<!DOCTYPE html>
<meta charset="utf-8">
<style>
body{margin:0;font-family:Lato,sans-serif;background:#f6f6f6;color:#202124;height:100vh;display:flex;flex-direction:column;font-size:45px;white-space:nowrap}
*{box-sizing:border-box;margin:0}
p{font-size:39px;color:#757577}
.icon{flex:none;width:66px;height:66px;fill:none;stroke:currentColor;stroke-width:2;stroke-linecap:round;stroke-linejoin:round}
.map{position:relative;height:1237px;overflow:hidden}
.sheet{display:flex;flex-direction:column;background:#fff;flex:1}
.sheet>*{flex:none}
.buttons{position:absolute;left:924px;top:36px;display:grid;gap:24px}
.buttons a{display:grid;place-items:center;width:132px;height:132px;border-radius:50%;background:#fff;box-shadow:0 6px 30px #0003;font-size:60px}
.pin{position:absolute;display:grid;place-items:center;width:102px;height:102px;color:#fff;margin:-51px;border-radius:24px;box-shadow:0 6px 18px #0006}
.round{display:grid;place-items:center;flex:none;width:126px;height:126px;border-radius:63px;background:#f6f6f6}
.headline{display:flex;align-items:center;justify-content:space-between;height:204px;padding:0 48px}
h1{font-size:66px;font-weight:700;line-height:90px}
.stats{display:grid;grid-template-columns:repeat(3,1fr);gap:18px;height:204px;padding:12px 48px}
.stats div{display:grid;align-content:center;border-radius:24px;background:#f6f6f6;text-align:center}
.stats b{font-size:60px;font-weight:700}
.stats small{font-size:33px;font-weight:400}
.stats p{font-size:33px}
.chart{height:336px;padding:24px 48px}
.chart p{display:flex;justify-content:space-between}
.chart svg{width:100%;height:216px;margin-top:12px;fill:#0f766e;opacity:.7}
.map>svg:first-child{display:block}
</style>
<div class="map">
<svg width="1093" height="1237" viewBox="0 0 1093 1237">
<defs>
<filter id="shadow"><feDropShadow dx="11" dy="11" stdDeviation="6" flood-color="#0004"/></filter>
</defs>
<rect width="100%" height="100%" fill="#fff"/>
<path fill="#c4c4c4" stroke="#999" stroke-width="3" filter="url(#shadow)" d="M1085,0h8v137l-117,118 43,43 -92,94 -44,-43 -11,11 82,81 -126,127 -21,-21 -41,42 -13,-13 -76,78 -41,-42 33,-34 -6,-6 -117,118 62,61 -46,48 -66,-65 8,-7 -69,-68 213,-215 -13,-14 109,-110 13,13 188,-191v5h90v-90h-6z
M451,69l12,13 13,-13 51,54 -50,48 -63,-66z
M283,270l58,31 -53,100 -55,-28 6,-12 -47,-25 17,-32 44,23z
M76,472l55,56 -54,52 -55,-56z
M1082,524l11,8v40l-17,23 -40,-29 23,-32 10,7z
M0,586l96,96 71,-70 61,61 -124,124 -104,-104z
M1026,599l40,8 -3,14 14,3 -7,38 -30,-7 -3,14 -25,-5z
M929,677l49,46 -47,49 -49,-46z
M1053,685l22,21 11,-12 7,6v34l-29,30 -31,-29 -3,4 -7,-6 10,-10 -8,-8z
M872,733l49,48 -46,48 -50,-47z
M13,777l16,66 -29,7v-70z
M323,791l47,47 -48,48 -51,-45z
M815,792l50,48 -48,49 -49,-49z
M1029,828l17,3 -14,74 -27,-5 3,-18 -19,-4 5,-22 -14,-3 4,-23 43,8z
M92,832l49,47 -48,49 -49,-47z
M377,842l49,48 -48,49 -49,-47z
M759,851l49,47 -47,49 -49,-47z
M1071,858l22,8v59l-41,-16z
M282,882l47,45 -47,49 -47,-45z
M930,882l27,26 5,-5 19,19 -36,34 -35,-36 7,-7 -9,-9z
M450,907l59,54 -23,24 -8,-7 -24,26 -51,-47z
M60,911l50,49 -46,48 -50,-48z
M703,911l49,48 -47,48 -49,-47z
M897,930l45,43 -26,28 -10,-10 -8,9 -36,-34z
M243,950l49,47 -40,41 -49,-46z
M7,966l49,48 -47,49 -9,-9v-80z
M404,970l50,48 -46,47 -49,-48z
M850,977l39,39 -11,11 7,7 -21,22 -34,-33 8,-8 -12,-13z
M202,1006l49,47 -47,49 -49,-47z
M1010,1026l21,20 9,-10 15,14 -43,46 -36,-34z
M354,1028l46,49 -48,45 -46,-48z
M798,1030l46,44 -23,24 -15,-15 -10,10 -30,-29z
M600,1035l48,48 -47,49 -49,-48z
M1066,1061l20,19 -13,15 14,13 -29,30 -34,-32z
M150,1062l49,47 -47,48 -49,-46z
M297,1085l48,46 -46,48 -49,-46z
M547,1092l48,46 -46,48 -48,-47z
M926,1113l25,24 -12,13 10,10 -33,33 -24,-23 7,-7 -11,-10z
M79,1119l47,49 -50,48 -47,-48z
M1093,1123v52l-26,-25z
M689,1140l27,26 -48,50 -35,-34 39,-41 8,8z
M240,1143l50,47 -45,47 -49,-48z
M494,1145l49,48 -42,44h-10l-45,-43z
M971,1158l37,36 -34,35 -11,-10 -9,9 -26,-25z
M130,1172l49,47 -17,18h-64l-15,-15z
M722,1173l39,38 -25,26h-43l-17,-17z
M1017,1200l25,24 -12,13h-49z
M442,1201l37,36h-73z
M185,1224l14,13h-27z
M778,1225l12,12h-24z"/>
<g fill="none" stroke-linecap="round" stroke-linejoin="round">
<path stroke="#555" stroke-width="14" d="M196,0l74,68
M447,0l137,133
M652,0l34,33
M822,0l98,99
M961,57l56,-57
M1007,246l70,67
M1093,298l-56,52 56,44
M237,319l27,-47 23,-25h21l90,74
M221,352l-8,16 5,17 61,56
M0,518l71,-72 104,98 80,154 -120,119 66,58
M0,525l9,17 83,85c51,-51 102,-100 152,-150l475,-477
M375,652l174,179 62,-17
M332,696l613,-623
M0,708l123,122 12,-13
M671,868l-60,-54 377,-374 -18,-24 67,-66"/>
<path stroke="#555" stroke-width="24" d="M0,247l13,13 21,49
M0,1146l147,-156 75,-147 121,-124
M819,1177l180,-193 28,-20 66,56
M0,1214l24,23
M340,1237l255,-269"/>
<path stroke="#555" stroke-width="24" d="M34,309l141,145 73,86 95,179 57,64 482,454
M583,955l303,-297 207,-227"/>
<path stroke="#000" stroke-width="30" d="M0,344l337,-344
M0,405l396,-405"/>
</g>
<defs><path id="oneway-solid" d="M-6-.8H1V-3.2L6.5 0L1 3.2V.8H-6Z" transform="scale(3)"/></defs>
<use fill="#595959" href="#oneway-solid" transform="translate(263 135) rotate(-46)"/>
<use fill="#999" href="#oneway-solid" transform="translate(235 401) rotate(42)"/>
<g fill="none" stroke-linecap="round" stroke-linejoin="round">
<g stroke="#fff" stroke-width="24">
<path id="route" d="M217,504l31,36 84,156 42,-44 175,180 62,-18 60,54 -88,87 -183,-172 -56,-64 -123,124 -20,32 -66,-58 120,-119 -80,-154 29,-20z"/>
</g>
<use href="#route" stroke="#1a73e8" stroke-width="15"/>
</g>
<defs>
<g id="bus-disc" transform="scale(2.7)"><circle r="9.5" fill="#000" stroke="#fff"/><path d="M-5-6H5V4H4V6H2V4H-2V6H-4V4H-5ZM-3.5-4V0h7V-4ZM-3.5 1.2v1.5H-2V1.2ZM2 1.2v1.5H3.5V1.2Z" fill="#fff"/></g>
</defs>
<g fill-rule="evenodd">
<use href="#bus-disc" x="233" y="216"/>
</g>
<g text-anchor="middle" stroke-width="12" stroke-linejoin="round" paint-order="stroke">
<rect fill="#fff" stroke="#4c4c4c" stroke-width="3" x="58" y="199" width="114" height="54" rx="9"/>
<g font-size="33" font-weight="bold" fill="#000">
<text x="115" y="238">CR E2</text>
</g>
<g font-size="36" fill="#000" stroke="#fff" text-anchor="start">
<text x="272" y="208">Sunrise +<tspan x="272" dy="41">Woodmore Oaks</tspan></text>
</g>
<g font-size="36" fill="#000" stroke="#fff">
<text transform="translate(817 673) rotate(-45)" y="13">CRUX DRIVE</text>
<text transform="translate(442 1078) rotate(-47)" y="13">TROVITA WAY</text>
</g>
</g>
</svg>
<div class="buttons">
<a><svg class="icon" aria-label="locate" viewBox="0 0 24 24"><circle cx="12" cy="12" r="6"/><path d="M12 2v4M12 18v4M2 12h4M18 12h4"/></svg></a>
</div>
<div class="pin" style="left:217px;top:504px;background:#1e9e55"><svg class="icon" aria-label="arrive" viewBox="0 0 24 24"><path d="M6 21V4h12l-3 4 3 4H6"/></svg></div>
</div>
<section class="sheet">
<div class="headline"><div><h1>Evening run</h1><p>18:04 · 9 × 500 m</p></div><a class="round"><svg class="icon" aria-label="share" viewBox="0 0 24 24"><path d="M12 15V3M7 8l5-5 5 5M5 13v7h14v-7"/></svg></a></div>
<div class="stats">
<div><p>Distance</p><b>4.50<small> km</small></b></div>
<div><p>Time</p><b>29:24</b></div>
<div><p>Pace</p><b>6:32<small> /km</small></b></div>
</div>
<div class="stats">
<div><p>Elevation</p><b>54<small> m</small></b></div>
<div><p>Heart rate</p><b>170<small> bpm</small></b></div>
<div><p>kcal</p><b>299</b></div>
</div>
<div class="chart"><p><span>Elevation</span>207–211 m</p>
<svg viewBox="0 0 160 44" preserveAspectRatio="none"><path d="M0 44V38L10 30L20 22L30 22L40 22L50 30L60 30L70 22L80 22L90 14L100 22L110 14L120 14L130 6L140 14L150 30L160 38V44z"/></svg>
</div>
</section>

══════════

Directions: Each line with the word "Elevation" in the records above belongs in the result; copy all of them.

Solution to the exercise:
<div><p>Elevation</p><b>54<small> m</small></b></div>
<div class="chart"><p><span>Elevation</span>207–211 m</p>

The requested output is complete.